* TASK INSTRUCTIONS: The entries below must be reproduced exactly; their pictures are not part of the copy.

[[ DATASET EXCERPTS open ]]

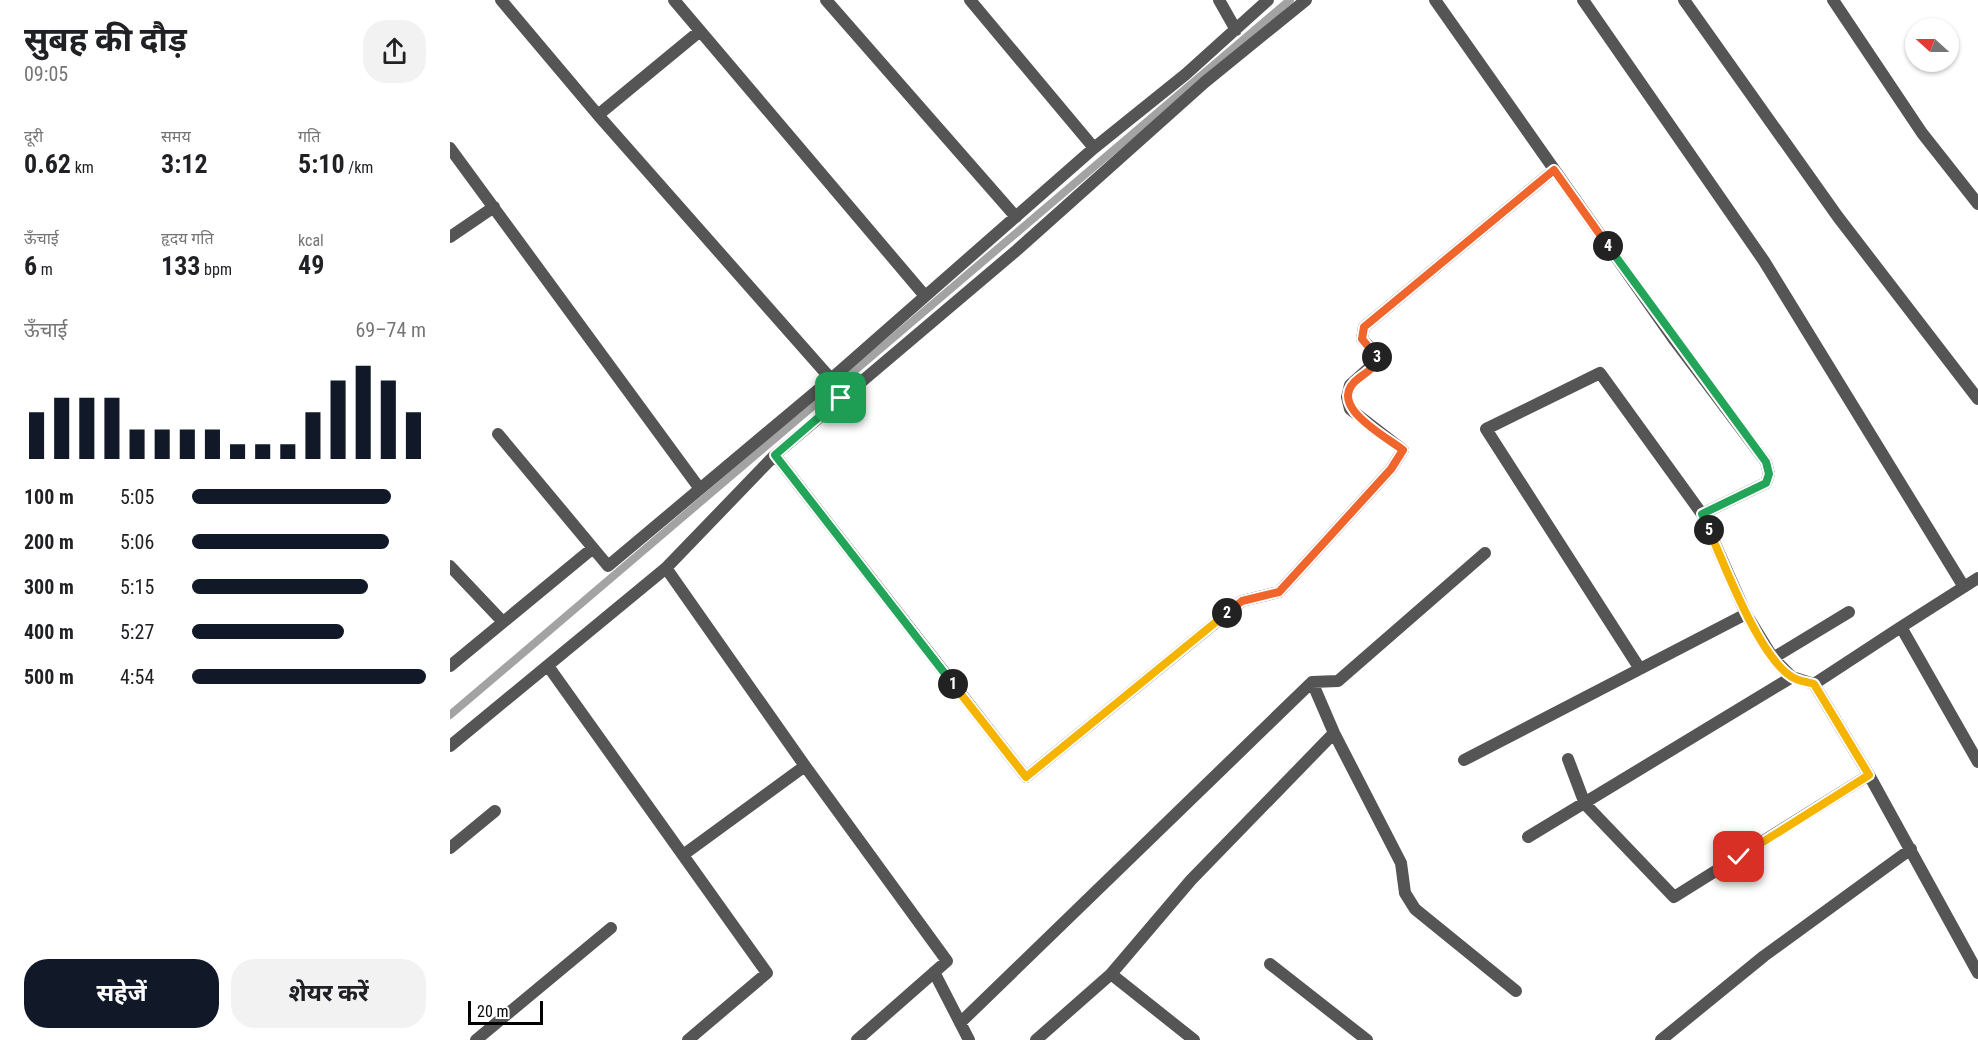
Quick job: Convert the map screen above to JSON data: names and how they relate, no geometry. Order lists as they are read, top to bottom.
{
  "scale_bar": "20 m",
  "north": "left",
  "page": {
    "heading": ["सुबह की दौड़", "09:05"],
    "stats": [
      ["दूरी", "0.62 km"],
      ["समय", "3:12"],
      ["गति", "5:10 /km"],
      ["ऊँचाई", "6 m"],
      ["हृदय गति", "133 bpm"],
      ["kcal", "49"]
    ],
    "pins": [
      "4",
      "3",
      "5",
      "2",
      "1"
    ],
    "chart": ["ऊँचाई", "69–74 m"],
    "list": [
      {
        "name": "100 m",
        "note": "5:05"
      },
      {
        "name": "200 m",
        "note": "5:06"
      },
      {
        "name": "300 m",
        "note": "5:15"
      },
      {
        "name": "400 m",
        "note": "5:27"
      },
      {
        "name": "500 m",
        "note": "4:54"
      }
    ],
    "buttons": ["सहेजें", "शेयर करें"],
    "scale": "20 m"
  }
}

[[ DATASET EXCERPTS closed ]]

* RESULT BELOW:
Quick job: Convert the map screen above to JSON data: names and how they relate, no geometry. Order lists as they are read, top to bottom.
{
  "scale_bar": "20 m",
  "north": "left",
  "page": {
    "heading": ["सुबह की दौड़", "09:05"],
    "stats": [
      ["दूरी", "0.62 km"],
      ["समय", "3:12"],
      ["गति", "5:10 /km"],
      ["ऊँचाई", "6 m"],
      ["हृदय गति", "133 bpm"],
      ["kcal", "49"]
    ],
    "pins": [
      "4",
      "3",
      "5",
      "2",
      "1"
    ],
    "chart": ["ऊँचाई", "69–74 m"],
    "list": [
      {
        "name": "100 m",
        "note": "5:05"
      },
      {
        "name": "200 m",
        "note": "5:06"
      },
      {
        "name": "300 m",
        "note": "5:15"
      },
      {
        "name": "400 m",
        "note": "5:27"
      },
      {
        "name": "500 m",
        "note": "4:54"
      }
    ],
    "buttons": ["सहेजें", "शेयर करें"],
    "scale": "20 m"
  }
}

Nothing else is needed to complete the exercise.